Event—Scholarly Seminars

Urte Krass, University of Bern, and Clare Kobasa, Columbia University


Lusitania Liberata: Images in the Service of Diplomacy, Urte Krass

The book Lusitania Liberata was printed in London in 1645. It was a colossal publication, numbering 794 pages and containing fourteen engravings by John Droeshout. These images were among the first to establish an iconography of the new Braganza dynasty in Portugal. These pictorial inventions bolstered, and in turn were supported by, the voluminous textual arguments that the book’s author, António de Sousa de Macedo, gathered to justify John IV’s elevation to the Portuguese throne. Sources tell us that the English king Charles I. even discussed passages of the book with the author. Apart from this illustrious reader, the book also found many buyers across Europe, where it circulated among a wide audience.

This talk focuses on these pictorial innovations in the service of Portuguese power, drawing upon a chapter from Krass’s forthcoming book on the global visualization of the Portuguese Restoration of 1640.

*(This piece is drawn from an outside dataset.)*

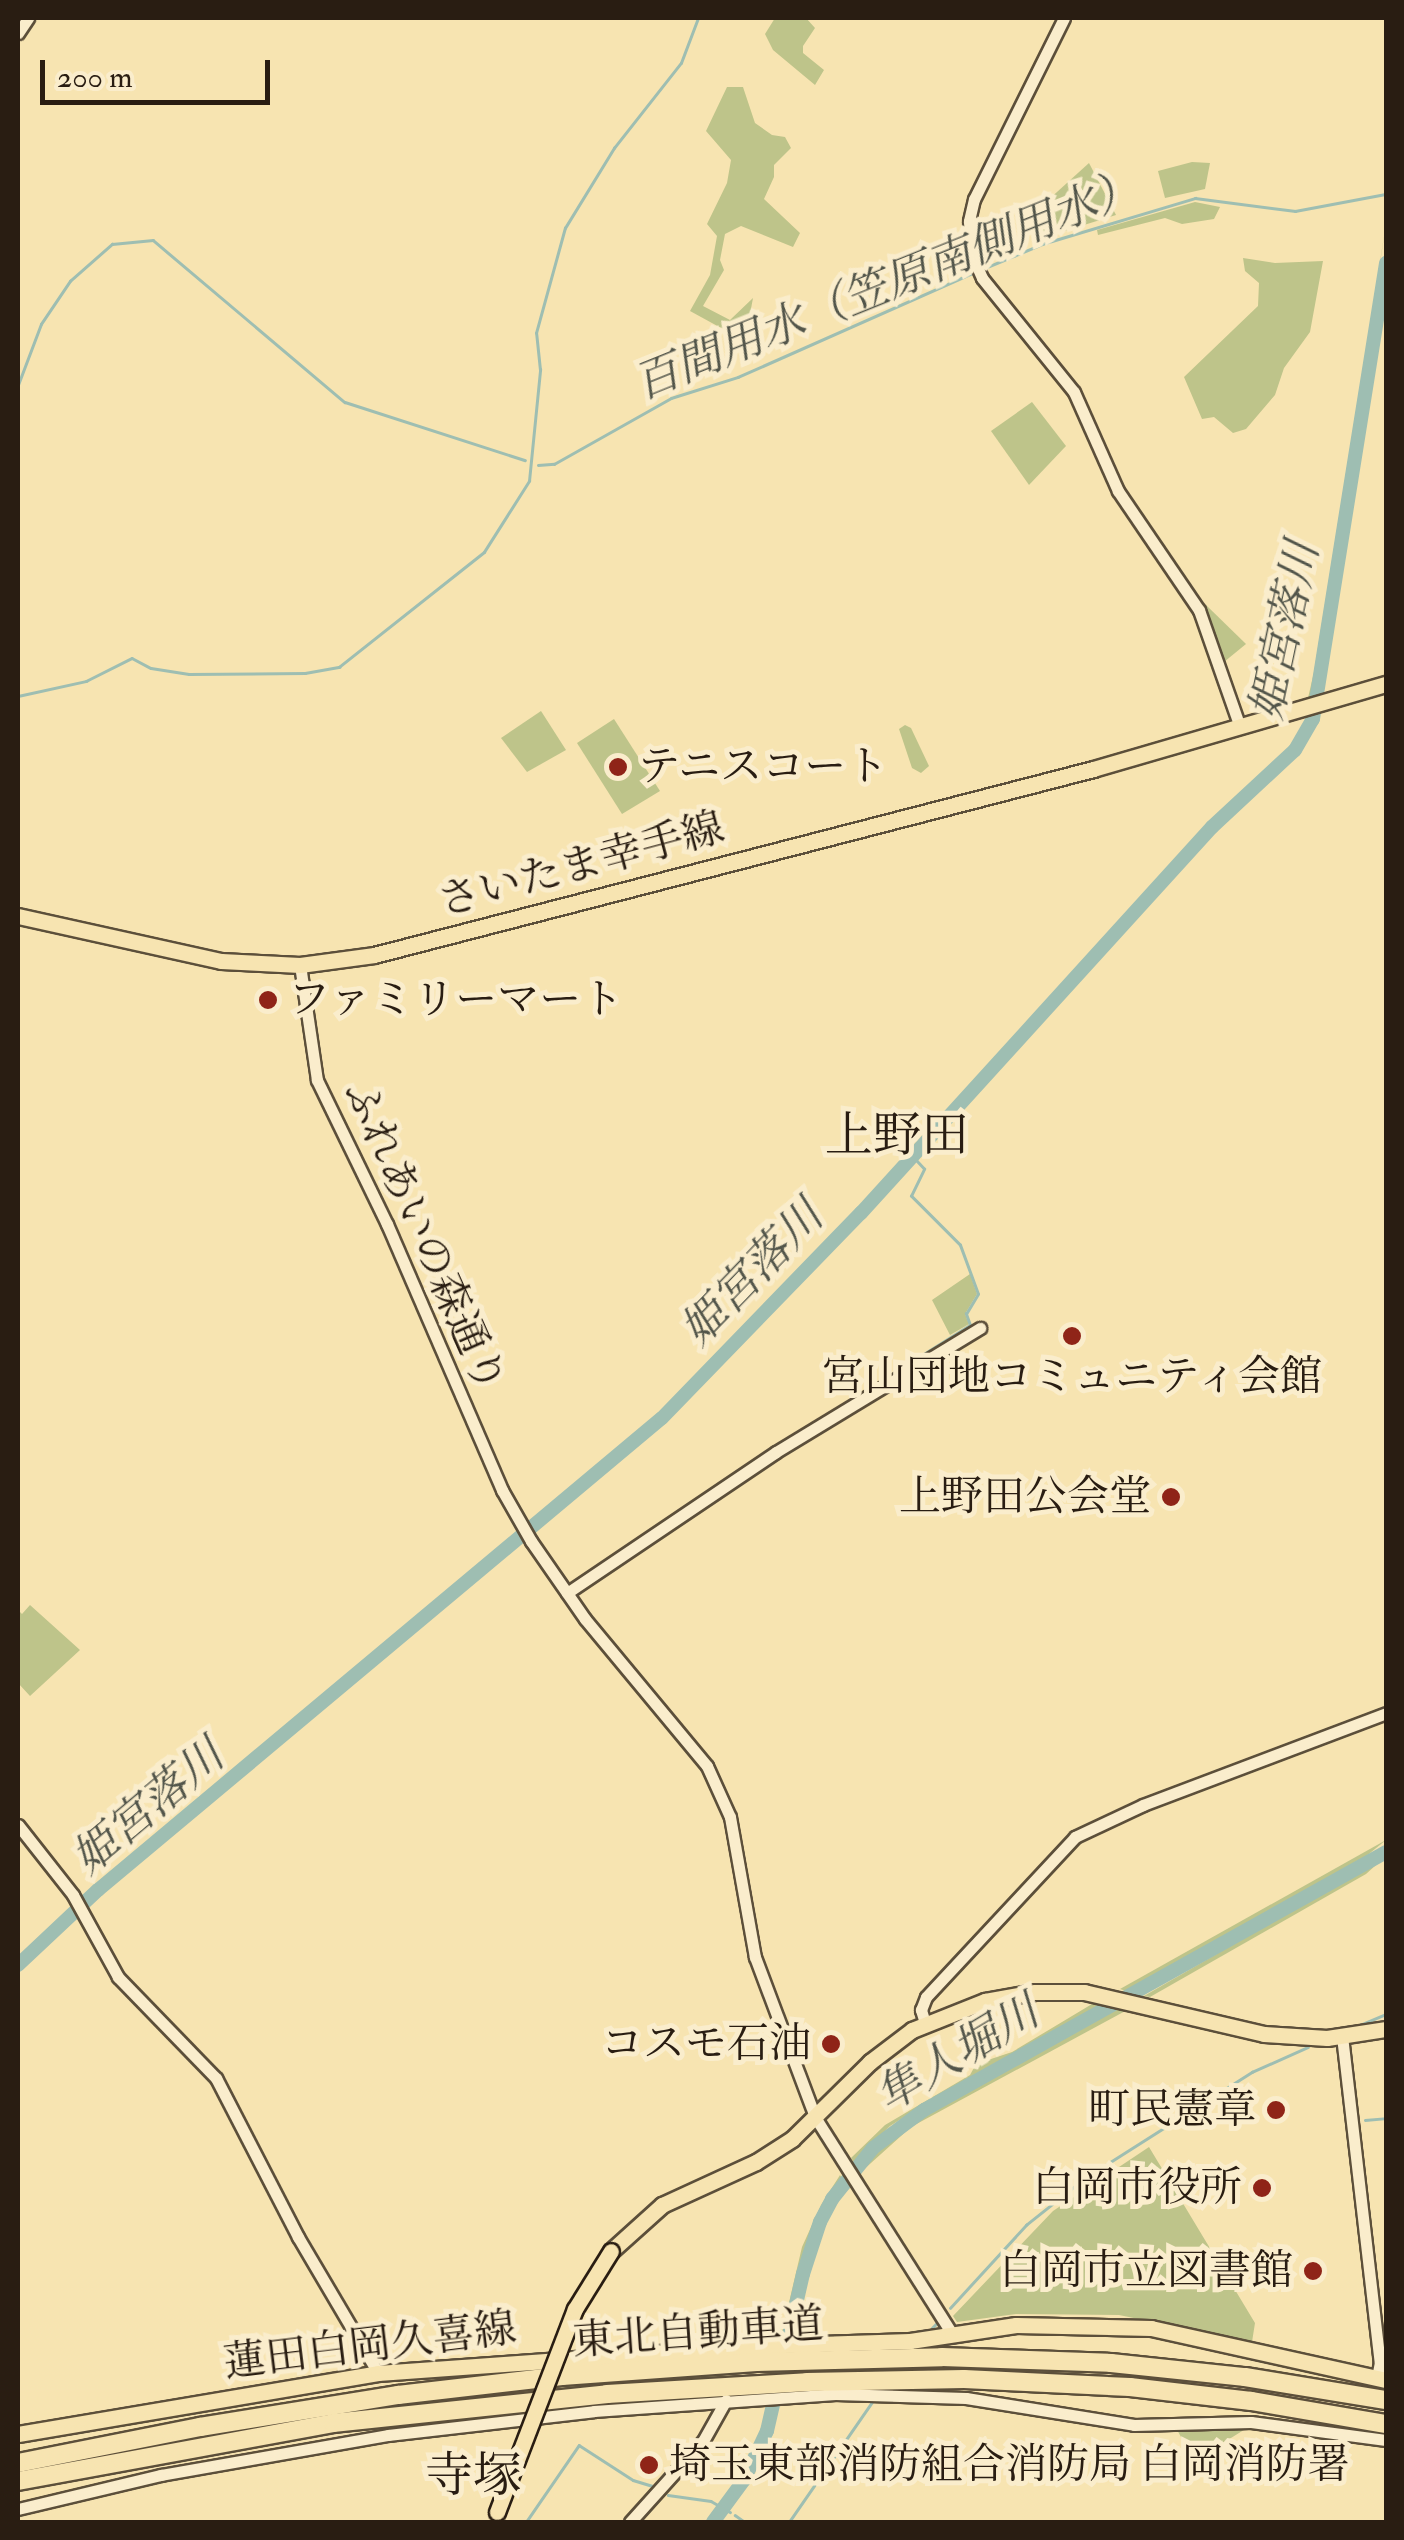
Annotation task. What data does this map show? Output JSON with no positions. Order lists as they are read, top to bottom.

Art and Devotion in Print: Placido Samperi and Messina’s Madonnas, Clare Kobasa

While prints lurk in the background of Giorgio Vasari’s fundamental Lives of the Artists (1550, 1568), Placido Samperi’s history of Marian devotion in Messina, Iconology of the Glorious Virgin (Messina, 1644), is unusual in providing printed illustrations of the paintings and sculptures it describes. Samperi’s model invites readers to evaluate the success of a wide collection of images according to the communal response to these works. By repositioning the Iconologia at the intersection of devotional guidebook and illustrated art history, this paper will argue that the prints complicate definitions of sacred images and works of art.